[Stored items from a collection]
------------------------------------------------
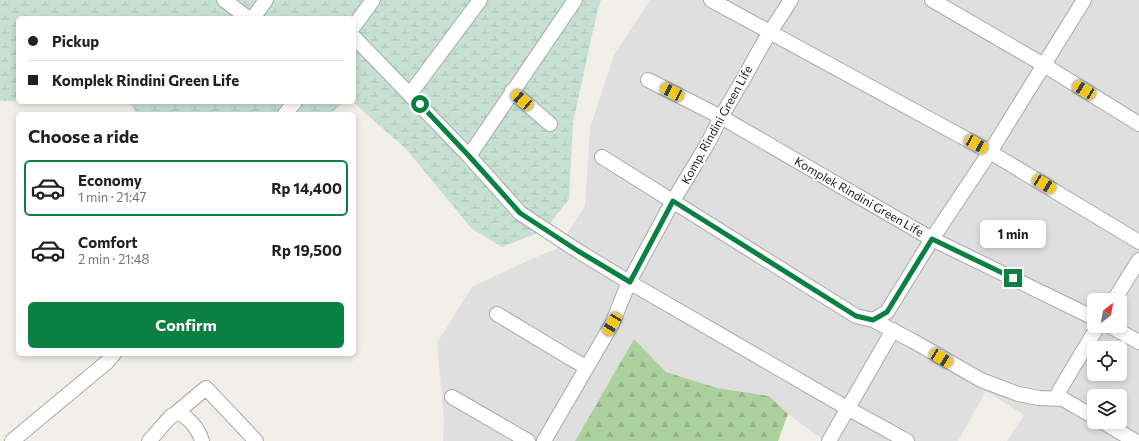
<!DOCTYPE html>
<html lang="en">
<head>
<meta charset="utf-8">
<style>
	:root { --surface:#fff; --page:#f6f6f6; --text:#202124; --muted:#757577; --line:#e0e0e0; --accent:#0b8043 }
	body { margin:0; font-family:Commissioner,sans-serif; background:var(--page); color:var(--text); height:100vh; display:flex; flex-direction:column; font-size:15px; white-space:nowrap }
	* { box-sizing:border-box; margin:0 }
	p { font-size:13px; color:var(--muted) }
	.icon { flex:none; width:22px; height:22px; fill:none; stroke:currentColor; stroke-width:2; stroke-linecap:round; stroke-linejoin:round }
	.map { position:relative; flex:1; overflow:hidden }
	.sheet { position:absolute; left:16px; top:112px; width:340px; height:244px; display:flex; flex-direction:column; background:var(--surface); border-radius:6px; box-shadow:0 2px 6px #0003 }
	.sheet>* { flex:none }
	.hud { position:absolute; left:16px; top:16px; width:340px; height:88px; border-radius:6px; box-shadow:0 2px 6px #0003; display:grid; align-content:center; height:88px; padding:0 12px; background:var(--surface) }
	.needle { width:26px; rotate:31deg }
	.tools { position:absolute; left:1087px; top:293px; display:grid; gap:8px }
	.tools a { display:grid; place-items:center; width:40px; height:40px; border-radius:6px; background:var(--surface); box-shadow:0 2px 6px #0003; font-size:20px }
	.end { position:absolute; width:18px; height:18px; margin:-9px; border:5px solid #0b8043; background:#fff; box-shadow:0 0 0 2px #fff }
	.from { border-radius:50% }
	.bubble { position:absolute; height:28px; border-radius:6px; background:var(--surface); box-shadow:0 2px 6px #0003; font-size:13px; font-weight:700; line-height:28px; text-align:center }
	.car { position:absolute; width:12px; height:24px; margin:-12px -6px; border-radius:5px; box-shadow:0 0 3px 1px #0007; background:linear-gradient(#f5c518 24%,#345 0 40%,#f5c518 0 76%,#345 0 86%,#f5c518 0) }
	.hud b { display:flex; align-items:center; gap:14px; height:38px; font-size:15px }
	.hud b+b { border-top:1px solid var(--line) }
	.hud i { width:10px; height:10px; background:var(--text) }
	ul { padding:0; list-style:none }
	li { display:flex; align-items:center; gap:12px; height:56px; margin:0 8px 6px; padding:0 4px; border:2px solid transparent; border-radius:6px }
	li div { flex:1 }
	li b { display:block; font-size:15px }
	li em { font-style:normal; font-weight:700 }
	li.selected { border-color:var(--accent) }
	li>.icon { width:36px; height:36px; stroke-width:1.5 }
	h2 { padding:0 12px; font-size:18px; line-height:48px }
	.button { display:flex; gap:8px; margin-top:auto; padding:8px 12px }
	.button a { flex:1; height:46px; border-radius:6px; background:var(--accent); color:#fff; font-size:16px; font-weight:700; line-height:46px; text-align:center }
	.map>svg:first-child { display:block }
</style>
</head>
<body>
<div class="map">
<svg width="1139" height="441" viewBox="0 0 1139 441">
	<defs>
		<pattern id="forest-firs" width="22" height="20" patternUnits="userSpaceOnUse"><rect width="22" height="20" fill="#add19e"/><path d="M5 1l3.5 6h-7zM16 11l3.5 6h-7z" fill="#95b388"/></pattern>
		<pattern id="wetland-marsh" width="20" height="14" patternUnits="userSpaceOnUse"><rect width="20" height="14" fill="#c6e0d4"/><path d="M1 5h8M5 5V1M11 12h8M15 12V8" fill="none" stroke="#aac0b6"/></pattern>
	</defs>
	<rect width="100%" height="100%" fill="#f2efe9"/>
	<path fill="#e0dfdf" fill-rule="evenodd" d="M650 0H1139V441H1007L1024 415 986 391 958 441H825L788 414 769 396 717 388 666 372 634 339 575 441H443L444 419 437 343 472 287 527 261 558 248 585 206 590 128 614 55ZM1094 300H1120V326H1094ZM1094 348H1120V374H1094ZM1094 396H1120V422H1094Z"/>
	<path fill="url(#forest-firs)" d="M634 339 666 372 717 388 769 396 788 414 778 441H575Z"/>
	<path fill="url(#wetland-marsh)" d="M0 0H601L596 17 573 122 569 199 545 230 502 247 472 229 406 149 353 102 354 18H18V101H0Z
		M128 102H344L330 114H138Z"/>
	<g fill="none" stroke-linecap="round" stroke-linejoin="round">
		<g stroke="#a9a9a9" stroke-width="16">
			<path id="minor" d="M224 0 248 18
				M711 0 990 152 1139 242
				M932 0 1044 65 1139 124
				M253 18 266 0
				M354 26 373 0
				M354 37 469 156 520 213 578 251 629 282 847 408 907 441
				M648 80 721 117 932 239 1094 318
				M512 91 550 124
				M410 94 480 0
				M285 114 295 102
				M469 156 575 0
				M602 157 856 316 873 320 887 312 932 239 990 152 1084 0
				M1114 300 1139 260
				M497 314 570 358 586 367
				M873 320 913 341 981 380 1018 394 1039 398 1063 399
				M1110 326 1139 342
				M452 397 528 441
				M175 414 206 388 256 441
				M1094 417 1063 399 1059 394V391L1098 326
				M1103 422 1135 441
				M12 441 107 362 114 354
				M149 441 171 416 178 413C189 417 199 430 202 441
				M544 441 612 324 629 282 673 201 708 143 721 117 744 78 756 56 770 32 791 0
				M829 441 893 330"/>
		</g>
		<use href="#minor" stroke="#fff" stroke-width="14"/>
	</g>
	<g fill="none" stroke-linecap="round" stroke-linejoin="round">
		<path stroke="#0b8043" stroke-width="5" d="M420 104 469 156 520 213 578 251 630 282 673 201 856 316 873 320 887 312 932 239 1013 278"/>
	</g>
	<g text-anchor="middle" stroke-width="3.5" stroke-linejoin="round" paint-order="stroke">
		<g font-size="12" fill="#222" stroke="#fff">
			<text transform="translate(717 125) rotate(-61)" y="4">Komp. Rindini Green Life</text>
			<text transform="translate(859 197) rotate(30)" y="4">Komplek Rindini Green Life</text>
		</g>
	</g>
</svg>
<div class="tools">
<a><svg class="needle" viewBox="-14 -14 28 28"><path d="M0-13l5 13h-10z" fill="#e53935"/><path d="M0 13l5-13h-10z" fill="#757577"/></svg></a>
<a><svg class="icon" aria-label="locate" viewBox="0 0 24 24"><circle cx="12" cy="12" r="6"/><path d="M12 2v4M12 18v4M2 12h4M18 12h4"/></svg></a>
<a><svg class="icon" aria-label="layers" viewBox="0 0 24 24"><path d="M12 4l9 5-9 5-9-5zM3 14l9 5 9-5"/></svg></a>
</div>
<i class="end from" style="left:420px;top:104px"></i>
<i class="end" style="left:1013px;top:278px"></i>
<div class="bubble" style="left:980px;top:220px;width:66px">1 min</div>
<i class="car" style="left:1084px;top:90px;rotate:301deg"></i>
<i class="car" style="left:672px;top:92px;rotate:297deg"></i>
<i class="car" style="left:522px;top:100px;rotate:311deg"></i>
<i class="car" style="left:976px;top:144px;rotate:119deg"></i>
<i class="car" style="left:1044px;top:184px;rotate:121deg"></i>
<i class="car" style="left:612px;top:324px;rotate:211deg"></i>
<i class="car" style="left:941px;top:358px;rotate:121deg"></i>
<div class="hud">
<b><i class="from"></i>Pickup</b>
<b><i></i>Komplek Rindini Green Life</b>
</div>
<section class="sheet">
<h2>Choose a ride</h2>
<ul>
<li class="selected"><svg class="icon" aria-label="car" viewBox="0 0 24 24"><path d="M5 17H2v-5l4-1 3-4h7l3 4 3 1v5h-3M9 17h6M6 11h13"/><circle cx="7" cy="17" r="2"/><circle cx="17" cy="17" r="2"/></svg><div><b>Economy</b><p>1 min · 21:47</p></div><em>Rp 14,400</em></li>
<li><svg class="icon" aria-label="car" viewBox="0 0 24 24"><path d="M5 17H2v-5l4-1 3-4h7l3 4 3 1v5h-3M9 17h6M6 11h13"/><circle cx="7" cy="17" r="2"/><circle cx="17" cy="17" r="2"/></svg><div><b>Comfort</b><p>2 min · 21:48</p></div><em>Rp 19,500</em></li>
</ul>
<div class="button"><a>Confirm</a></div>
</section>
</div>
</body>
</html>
------------------------------------------------
**REQUIRED WORK**
Go through the records, tally the lines holding the word "absolute", and give only the tally.

**ANSWER TO THIS PROBLEM**
6